Looking at the records below, please say how many lines contain the word "stream", as a bare number.

######

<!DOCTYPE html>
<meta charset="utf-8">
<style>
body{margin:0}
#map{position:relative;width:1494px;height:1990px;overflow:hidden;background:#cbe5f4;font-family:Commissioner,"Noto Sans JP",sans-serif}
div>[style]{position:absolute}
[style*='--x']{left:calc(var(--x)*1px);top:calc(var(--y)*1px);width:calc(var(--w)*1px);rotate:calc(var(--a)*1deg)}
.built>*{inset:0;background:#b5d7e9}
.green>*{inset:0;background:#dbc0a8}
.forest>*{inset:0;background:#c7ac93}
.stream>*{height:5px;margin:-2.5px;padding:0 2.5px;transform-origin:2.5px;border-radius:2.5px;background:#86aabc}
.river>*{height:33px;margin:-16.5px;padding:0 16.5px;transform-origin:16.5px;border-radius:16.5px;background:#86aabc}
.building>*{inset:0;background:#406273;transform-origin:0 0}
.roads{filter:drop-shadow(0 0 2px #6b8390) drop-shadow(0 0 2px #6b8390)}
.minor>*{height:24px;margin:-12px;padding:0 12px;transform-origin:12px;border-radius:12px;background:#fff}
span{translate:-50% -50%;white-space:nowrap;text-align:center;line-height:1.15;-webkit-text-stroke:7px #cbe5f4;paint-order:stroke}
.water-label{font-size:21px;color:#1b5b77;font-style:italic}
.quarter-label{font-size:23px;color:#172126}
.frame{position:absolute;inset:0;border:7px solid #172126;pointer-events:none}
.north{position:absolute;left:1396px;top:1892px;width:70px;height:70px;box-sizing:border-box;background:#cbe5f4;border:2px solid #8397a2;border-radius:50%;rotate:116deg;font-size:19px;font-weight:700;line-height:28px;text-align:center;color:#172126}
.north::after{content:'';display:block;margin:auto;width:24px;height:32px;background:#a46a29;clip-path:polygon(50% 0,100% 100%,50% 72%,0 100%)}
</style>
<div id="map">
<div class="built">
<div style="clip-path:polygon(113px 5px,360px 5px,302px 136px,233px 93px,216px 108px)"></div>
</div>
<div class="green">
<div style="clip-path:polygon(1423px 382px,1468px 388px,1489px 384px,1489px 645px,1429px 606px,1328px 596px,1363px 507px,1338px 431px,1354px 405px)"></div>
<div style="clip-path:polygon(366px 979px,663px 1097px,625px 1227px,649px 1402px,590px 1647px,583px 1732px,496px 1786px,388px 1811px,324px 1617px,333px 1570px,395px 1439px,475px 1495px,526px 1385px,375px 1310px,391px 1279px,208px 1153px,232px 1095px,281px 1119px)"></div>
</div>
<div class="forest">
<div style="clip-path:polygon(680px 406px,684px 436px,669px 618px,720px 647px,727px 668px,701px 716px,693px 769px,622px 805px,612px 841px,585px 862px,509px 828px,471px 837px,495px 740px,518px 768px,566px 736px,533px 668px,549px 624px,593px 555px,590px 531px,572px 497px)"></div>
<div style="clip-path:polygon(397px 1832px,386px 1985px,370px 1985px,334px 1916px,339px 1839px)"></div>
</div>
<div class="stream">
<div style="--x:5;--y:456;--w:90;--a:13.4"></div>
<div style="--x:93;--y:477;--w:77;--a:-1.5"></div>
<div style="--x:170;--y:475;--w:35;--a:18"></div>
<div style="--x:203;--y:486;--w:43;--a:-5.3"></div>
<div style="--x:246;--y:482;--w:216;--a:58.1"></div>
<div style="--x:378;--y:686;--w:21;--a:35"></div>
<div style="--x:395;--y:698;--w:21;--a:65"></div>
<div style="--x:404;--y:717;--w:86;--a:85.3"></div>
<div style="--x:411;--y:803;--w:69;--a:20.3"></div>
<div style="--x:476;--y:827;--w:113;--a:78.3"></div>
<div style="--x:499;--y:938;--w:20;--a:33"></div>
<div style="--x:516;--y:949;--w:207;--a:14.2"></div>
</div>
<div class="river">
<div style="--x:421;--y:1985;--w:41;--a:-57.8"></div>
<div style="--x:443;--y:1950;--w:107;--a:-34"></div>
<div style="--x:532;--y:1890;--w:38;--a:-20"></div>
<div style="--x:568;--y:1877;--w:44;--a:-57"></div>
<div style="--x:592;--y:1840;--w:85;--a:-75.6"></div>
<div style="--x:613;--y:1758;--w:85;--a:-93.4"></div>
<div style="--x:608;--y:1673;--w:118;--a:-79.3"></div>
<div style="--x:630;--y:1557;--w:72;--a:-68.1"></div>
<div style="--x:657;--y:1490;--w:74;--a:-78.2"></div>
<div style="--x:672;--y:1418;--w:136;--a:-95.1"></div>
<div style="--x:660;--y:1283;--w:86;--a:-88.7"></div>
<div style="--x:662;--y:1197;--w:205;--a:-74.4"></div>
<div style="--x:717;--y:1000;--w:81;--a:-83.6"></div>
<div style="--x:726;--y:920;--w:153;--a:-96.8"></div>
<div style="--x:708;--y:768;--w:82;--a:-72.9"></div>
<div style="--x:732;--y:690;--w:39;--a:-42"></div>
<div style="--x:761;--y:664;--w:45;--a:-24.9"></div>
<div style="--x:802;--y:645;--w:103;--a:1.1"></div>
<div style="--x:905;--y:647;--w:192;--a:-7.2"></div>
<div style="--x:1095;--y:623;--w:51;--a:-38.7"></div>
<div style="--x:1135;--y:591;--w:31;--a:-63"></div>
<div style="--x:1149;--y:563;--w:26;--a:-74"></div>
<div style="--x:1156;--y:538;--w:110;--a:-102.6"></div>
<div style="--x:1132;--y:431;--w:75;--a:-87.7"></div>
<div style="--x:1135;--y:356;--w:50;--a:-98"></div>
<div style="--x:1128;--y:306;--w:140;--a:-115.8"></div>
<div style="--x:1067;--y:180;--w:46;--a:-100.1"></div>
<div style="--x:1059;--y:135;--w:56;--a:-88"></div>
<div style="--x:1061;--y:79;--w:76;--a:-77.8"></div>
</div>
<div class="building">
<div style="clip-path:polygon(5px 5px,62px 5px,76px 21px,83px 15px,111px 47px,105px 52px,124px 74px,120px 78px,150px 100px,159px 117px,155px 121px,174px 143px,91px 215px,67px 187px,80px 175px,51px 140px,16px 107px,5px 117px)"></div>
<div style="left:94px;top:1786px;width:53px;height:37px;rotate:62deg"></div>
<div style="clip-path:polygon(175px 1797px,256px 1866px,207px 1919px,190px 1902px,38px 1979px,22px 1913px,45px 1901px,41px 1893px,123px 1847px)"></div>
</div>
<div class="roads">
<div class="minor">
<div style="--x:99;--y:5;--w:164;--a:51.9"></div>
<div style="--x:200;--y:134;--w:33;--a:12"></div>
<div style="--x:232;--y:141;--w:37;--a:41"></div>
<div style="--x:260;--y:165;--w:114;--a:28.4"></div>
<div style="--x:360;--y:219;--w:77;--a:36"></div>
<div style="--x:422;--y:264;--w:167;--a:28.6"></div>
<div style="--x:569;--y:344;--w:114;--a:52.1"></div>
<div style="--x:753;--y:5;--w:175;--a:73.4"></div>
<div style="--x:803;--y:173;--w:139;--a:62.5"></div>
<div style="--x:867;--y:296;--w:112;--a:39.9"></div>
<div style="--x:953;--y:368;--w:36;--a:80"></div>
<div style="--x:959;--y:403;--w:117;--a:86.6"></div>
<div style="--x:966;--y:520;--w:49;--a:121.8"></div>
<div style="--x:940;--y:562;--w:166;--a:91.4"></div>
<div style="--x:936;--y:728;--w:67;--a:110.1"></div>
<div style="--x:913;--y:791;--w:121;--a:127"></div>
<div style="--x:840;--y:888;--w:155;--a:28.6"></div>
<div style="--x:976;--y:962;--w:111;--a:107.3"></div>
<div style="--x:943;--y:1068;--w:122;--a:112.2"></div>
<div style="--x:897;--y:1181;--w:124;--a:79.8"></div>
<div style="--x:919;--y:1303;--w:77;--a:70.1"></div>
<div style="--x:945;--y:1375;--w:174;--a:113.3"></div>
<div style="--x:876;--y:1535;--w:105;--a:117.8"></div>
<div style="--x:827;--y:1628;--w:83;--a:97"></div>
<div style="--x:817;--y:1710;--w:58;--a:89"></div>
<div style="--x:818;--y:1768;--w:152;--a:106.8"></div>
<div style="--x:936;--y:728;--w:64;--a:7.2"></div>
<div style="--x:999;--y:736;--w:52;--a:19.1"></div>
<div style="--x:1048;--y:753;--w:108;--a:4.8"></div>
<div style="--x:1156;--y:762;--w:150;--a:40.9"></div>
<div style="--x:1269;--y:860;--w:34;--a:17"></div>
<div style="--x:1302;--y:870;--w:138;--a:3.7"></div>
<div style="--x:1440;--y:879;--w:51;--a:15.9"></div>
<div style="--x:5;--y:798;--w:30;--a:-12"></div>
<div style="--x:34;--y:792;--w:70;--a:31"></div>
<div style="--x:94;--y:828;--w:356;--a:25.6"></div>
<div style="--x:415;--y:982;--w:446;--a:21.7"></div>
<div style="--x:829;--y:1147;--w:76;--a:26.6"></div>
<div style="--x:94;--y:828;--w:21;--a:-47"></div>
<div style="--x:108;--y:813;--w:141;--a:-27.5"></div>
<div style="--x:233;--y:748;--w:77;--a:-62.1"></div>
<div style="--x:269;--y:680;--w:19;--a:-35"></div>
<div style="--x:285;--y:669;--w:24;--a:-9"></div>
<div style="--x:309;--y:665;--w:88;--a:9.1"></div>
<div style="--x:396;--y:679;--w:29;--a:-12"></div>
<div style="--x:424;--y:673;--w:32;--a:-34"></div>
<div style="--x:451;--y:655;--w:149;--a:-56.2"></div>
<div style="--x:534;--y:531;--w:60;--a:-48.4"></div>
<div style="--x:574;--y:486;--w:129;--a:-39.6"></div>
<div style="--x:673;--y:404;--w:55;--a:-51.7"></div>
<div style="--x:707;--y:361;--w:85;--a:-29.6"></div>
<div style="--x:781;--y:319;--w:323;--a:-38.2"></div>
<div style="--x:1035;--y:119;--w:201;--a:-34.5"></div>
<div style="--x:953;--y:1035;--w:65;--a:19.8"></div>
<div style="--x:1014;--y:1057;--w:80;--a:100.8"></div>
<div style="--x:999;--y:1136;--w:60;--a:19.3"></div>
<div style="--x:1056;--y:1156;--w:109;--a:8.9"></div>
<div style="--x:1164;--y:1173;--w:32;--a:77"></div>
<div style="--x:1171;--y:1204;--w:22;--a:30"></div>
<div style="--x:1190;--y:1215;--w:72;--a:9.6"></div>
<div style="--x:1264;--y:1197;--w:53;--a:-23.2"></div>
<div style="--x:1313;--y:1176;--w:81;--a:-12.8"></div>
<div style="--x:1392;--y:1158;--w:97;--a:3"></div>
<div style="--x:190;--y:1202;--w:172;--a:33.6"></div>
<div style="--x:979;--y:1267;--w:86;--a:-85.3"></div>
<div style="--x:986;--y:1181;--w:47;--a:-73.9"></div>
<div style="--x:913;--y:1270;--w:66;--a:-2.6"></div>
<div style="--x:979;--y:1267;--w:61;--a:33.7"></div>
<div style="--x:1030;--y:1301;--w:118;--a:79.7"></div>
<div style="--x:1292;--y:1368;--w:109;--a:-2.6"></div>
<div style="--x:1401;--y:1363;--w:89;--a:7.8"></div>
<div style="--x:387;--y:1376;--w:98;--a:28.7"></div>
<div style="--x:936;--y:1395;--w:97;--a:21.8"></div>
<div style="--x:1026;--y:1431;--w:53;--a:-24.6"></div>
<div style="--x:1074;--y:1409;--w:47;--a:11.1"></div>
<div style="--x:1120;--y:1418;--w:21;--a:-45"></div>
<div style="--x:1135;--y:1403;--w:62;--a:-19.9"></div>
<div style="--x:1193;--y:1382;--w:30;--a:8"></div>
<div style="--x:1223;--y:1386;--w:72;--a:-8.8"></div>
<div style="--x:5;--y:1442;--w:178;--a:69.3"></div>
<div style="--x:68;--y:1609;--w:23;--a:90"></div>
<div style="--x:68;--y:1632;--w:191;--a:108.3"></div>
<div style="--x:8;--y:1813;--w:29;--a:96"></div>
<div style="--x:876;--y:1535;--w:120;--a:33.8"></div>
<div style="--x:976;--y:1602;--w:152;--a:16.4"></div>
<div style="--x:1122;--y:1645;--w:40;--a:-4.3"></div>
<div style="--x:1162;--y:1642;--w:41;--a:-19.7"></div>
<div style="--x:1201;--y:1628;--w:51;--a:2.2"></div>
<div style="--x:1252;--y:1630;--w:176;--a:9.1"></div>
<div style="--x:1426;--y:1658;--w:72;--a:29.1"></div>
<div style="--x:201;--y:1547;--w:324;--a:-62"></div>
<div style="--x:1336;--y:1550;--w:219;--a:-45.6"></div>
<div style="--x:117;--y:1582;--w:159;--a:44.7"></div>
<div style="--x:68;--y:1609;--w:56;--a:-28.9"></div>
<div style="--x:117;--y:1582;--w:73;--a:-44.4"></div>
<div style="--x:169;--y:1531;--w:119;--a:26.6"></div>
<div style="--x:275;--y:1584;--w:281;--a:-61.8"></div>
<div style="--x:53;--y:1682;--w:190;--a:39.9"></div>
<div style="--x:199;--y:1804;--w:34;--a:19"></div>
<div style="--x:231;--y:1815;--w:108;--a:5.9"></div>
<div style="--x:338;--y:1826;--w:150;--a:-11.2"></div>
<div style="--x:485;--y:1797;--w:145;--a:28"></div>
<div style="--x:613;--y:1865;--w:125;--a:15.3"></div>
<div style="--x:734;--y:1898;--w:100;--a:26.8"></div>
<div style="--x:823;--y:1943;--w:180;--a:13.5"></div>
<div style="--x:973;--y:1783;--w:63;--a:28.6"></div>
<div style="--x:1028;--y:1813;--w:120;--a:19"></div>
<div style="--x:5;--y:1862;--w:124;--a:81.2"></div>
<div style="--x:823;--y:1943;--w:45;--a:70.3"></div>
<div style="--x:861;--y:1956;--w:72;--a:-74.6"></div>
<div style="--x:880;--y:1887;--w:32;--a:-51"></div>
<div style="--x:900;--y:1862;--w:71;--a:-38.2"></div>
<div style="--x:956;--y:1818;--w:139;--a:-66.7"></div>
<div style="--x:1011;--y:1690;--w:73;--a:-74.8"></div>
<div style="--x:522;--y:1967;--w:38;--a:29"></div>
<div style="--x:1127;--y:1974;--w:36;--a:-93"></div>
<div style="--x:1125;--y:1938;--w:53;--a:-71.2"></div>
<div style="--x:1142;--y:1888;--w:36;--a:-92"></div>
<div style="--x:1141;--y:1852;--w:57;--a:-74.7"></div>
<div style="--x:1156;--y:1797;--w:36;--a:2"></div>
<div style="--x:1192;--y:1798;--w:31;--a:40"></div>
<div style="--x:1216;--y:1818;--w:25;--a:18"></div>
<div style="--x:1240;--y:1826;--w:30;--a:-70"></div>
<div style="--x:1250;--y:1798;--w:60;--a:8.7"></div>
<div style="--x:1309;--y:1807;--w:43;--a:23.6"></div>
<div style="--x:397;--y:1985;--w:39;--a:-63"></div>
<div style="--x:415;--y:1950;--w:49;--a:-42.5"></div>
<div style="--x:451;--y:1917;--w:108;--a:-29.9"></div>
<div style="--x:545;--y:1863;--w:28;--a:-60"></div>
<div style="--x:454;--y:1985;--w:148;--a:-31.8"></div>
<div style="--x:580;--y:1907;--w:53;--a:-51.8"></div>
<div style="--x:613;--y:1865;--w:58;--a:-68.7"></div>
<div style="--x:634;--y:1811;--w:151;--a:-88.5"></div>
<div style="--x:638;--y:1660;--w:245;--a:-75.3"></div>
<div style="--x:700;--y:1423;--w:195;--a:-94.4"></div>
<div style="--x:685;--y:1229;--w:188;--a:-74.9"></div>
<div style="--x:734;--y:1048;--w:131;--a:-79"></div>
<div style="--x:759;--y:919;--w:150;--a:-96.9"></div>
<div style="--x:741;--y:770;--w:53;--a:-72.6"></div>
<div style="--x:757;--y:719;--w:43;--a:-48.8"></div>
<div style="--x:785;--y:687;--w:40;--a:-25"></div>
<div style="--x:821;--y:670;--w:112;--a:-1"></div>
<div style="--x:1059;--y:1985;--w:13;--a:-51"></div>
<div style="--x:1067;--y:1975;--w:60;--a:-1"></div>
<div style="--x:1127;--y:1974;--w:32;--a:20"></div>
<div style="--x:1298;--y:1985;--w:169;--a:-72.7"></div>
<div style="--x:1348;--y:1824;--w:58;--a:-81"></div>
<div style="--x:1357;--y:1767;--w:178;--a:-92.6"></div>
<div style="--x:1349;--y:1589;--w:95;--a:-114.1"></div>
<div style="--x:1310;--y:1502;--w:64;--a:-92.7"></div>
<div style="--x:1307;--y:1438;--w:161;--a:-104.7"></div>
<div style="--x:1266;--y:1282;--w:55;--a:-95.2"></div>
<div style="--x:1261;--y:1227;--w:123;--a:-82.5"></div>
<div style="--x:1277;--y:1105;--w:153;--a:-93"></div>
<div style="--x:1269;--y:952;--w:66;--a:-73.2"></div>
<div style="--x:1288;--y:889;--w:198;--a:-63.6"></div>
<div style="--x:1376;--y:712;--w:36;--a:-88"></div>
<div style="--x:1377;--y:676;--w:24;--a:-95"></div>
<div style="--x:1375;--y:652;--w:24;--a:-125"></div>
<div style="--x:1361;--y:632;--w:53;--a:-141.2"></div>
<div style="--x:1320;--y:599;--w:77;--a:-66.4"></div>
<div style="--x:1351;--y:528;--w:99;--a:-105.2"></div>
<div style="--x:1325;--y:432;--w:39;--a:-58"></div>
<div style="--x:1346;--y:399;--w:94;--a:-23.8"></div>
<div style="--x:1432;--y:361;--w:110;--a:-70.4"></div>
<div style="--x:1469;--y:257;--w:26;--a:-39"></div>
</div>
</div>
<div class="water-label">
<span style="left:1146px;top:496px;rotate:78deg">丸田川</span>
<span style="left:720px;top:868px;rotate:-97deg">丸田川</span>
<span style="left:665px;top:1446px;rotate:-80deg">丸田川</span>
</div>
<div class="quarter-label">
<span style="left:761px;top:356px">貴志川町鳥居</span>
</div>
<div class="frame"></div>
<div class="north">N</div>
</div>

######

> Solution:
2